6.2 Let LT and CT be the projections of RX2A′ on {CLASS,STATUS} and {CITY,STATUS}, respectively. Then (a) {CLASS} and {CITY} will be foreign keys in RX2B′, referencing LT and CT, respectively, and (b) the following multirelvar constraint will also hold:

     CONSTRAINT ... WITH ( LTX := LT RENAME { STATUS AS X } ,
                           CTY := CT RENAME { STATUS AS Y } ) :
                    AND ( JOIN { RX2B′ , LTX , CTY } , X = Y ) ;

6.3 The first of the given FDs means {STREET,CITY,STATE} is a key; the second means the relvar isn’t in BCNF. However, if we use Heath’s Theorem to decompose it (on the basis of the FD {ZIP} → {CITY,STATE}) into BCNF projections as follows—

     ZCT { ZIP , CITY , STATE }
         KEY { ZIP }

     ZR  { ZIP , STREET }
         KEY { ZIP , STREET }

—then we lose the FD {STREET,CITY,STATE} → {ZIP}. As a result, relvars ZCT and ZR can’t be independently updated. (Subsidiary exercise: Develop some sample values for ZCT and ZR to illustrate this point.) Of course, if we don’t perform this decomposition, there’ll be some redundancy; to be specific, the fact that a given zip code corresponds to a particular city and state will appear several times. But does that redundancy cause problems? Given that the zip code for a given city and state doesn’t change very often, the answer is “possibly, but not very often.” (On the other hand, it’s not true to say zip codes never change.)

6.4 Here’s an irreducible cover for RX1:

     { SNO , PNO } → { QTY }
     { SNO }       → { CITY }
     { CITY }      → { STATUS}

The 3NF procedure yields {SNO,PNO,QTY}, {SNO,CITY}, and {CITY,STATUS}.

Next, RX3. An irreducible cover:

     { SNO }   → { CLASS }
     { CLASS } → { CITY }
     { CITY }  → { STATUS }

The 3NF procedure yields {SNO,CLASS}, {CLASS,CITY}, and {CITY,STATUS}.

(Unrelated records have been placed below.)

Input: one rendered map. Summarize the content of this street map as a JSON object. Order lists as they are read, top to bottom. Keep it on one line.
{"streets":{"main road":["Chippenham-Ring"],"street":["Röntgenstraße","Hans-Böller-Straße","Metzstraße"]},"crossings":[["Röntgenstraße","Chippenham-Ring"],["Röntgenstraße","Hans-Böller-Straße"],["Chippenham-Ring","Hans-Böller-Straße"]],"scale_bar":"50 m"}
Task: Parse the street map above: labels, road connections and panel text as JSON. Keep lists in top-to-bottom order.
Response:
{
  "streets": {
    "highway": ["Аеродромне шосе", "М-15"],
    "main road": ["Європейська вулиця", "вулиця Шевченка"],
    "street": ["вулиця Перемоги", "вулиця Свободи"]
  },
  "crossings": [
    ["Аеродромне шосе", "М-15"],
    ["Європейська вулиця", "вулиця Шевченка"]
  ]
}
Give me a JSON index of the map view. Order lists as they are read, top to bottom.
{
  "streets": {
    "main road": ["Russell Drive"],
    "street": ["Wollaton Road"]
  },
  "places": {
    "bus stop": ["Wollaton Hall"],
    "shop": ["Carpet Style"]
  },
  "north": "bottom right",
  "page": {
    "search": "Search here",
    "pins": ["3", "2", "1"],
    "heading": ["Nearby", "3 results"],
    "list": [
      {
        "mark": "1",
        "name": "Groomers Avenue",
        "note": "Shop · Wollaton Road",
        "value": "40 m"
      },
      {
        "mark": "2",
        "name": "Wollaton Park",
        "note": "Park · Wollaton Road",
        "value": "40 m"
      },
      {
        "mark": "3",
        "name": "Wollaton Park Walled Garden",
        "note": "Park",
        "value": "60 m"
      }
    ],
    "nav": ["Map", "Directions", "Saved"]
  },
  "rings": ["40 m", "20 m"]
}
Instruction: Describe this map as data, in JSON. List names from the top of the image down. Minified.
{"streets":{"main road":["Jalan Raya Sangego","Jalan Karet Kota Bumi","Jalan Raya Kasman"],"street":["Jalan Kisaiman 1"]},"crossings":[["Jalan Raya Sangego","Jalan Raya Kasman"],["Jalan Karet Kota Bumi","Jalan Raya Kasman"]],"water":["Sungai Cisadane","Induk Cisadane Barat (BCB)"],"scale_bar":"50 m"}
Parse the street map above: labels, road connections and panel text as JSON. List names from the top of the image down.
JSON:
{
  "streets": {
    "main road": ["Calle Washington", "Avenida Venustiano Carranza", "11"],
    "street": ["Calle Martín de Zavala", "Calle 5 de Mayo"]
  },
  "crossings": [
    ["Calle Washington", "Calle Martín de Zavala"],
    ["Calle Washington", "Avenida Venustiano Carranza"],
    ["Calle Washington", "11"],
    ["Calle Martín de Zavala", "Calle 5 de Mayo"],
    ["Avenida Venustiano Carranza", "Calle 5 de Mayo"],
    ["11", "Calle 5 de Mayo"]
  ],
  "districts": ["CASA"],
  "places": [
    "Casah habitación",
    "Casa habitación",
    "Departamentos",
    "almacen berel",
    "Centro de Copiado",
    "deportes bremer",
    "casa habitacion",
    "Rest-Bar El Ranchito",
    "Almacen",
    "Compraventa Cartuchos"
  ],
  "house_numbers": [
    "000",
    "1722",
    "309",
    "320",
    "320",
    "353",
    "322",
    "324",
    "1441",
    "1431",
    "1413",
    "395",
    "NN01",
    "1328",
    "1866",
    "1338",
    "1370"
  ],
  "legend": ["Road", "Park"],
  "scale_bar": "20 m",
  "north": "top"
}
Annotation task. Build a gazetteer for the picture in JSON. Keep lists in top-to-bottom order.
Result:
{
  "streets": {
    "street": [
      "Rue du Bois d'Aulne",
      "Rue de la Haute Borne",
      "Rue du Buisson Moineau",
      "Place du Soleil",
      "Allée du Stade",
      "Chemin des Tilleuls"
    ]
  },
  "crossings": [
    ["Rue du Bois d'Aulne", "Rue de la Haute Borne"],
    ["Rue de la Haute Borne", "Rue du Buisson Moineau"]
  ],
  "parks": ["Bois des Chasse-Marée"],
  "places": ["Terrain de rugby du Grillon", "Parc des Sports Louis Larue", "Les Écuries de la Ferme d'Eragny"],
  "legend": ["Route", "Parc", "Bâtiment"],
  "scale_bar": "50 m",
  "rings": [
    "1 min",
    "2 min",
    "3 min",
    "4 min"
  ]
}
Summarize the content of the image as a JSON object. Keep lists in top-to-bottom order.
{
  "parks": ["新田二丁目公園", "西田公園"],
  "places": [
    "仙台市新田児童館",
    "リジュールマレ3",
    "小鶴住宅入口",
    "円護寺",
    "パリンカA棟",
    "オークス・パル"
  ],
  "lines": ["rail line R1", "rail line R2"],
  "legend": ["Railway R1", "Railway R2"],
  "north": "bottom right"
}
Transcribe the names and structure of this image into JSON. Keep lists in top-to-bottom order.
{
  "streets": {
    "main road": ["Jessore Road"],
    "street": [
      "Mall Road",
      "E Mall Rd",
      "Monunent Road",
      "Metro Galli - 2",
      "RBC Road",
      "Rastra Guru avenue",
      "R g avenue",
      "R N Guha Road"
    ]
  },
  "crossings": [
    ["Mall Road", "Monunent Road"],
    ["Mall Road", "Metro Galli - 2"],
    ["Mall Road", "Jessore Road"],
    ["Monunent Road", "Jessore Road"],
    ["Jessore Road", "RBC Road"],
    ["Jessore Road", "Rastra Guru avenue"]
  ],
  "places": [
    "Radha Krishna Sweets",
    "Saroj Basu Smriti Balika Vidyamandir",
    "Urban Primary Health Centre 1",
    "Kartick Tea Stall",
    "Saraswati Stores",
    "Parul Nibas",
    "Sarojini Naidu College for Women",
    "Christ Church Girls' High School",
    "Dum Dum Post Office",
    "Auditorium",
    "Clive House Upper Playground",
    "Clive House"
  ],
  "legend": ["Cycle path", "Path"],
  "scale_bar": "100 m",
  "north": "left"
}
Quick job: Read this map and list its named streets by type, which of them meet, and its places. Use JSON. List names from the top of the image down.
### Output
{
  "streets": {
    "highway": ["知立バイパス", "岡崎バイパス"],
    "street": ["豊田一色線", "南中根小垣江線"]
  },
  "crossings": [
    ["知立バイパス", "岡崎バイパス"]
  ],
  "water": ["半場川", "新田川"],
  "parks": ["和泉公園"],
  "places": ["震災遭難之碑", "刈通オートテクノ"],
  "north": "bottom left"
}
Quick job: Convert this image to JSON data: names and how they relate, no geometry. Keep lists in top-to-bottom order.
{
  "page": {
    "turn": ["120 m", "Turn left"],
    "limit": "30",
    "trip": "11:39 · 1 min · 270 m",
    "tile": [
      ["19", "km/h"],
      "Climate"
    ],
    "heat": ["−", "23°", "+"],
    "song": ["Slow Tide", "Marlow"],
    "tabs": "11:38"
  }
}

Finally RX2. Irreducible cover:

     { SNO }   → { CLASS }
     { SNO }   → { CITY }
     { CLASS } → { STATUS }
     { CITY }  → { STATUS }

The 3NF procedure yields {SNO,CLASS,CITY}, {CLASS,STATUS}, and {CITY,STATUS}. The interesting thing about this example is that (as was shown in the body of the chapter) if we decompose on the basis of the FD {SNO} → {CLASS,CITY}, we obtain {SNO,CLASS,CITY} and {CLASS,CITY,STATUS} as the 3NF projection headings, and that’s not what we get from the 3NF procedure. In fact, the result of the 3NF procedure requires the following rather complicated multirelvar constraint to be maintained:

     CONSTRAINT ... JOIN { SLC , LT } = JOIN { SLC , CT } ;

(“for a given supplier, class status = city status”; SLC, LT, and CT here denote the projections of RX2 on {SNO,CLASS,CITY}, {CLASS,STATUS}, and {CITY,STATUS}, respectively). The example thus illustrates the point that although the 3NF procedure is certainly guaranteed to yield 3NF projections and not to lose any FDs, it probably shouldn’t be followed too blindly.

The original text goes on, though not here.